Entries taken from a collection
━━━━

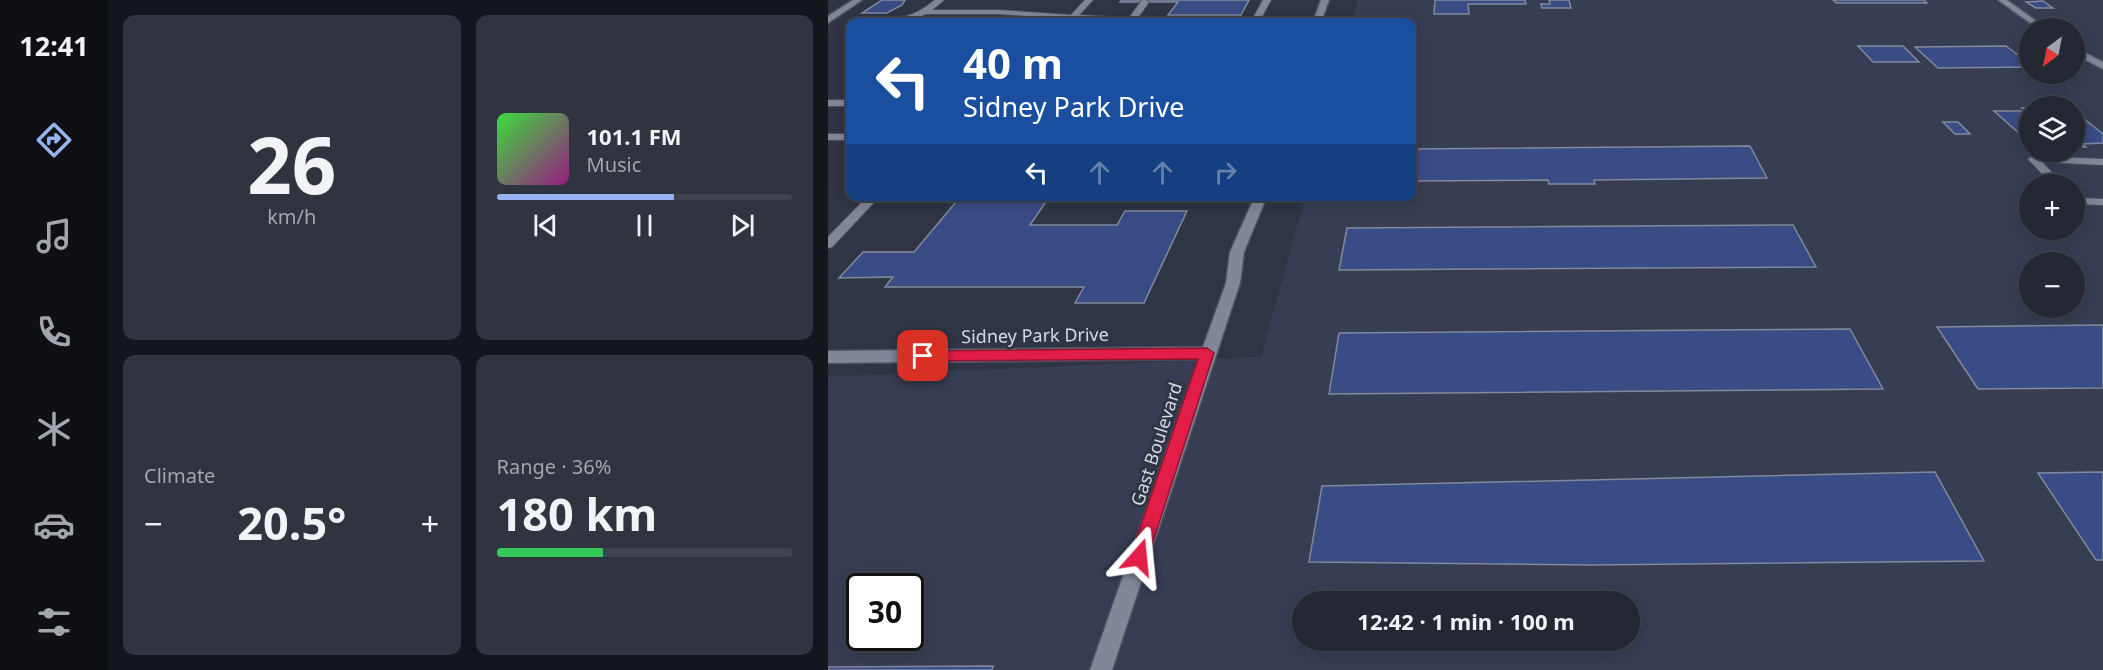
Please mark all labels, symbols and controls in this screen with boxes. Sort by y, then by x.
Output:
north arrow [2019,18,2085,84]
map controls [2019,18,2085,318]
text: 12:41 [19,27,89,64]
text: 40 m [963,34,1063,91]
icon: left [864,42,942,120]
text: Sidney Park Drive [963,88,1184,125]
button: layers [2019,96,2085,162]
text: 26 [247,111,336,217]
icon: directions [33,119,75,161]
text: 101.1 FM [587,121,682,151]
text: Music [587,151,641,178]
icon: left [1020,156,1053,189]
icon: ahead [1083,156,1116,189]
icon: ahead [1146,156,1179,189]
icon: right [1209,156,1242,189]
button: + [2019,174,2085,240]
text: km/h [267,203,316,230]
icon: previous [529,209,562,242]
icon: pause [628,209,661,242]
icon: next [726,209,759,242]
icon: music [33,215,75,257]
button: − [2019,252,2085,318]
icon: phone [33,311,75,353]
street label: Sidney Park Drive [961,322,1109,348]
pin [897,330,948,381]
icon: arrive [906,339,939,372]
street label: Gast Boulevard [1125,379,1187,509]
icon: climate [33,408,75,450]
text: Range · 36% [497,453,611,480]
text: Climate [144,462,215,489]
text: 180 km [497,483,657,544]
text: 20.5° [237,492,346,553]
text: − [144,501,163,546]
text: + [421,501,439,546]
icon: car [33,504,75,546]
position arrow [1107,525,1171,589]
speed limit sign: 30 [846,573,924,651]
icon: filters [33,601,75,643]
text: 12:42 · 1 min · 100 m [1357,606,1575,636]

━━━━

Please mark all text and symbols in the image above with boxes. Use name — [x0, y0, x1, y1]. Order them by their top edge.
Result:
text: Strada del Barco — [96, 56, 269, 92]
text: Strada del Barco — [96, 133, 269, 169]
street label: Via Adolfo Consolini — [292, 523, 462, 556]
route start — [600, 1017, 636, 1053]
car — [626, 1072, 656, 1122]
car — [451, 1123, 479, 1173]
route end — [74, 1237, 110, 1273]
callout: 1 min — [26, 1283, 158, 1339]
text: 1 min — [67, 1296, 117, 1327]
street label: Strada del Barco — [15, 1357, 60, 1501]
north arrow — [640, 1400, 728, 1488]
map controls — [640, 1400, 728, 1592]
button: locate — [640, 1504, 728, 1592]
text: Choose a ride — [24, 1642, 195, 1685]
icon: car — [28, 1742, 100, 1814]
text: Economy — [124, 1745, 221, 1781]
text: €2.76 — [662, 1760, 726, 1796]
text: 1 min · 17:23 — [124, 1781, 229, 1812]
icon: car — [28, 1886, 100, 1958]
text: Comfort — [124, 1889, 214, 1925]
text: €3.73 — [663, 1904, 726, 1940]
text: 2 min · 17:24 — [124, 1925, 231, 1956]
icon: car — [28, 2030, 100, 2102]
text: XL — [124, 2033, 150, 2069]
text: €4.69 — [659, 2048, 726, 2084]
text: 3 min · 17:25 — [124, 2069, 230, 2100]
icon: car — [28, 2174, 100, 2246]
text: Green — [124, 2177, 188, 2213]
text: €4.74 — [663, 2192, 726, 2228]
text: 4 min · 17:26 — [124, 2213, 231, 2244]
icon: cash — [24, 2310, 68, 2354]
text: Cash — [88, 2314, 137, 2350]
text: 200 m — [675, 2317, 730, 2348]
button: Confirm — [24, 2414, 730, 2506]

━━━━

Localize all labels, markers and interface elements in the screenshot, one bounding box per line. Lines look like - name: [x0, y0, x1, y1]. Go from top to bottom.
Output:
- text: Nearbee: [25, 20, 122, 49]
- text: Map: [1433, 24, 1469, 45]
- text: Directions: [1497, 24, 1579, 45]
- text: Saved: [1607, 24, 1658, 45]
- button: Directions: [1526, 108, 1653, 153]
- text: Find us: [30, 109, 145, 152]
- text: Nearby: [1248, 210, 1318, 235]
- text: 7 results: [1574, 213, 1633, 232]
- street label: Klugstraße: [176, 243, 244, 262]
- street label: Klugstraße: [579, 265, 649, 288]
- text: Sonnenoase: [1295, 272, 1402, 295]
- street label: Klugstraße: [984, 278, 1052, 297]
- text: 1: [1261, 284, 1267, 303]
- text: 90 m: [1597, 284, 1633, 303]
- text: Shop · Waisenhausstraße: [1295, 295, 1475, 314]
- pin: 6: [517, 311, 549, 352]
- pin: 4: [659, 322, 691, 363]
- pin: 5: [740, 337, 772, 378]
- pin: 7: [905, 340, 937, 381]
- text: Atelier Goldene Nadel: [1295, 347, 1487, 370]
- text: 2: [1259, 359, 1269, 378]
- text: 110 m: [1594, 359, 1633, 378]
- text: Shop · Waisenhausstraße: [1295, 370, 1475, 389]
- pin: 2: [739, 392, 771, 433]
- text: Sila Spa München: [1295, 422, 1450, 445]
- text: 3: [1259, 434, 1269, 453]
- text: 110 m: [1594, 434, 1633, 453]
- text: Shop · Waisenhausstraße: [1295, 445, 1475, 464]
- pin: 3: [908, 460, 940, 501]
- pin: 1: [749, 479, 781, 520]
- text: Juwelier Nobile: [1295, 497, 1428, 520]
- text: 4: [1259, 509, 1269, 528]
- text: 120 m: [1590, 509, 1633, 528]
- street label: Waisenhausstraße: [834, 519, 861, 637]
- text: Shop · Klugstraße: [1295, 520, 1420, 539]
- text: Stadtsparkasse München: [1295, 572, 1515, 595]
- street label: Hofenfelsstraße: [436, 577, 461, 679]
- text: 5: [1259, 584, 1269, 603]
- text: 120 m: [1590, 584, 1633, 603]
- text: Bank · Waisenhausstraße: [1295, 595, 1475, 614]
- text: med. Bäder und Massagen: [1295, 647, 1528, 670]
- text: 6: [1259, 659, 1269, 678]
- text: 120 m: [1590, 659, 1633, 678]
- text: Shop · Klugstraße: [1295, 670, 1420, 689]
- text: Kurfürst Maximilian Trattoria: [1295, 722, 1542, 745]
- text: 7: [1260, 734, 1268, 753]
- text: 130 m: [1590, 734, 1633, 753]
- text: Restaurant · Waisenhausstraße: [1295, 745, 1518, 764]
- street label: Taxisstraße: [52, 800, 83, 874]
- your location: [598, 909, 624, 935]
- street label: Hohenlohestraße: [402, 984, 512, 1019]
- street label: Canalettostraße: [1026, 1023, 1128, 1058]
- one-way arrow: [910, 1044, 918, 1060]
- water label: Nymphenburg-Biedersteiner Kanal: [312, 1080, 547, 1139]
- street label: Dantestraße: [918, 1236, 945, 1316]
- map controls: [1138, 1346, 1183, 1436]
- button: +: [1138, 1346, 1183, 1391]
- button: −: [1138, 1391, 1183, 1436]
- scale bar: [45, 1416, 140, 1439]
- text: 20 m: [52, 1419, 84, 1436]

━━━━

**Exercise:** In the entries above, identify each line that includes the string "Please", then copy it.

**Your solution:**
Please mark all labels, symbols and controls in this screen with boxes. Sort by y, then by x.
Please mark all text and symbols in the image above with boxes. Use name — [x0, y0, x1, y1]. Order them by their top edge.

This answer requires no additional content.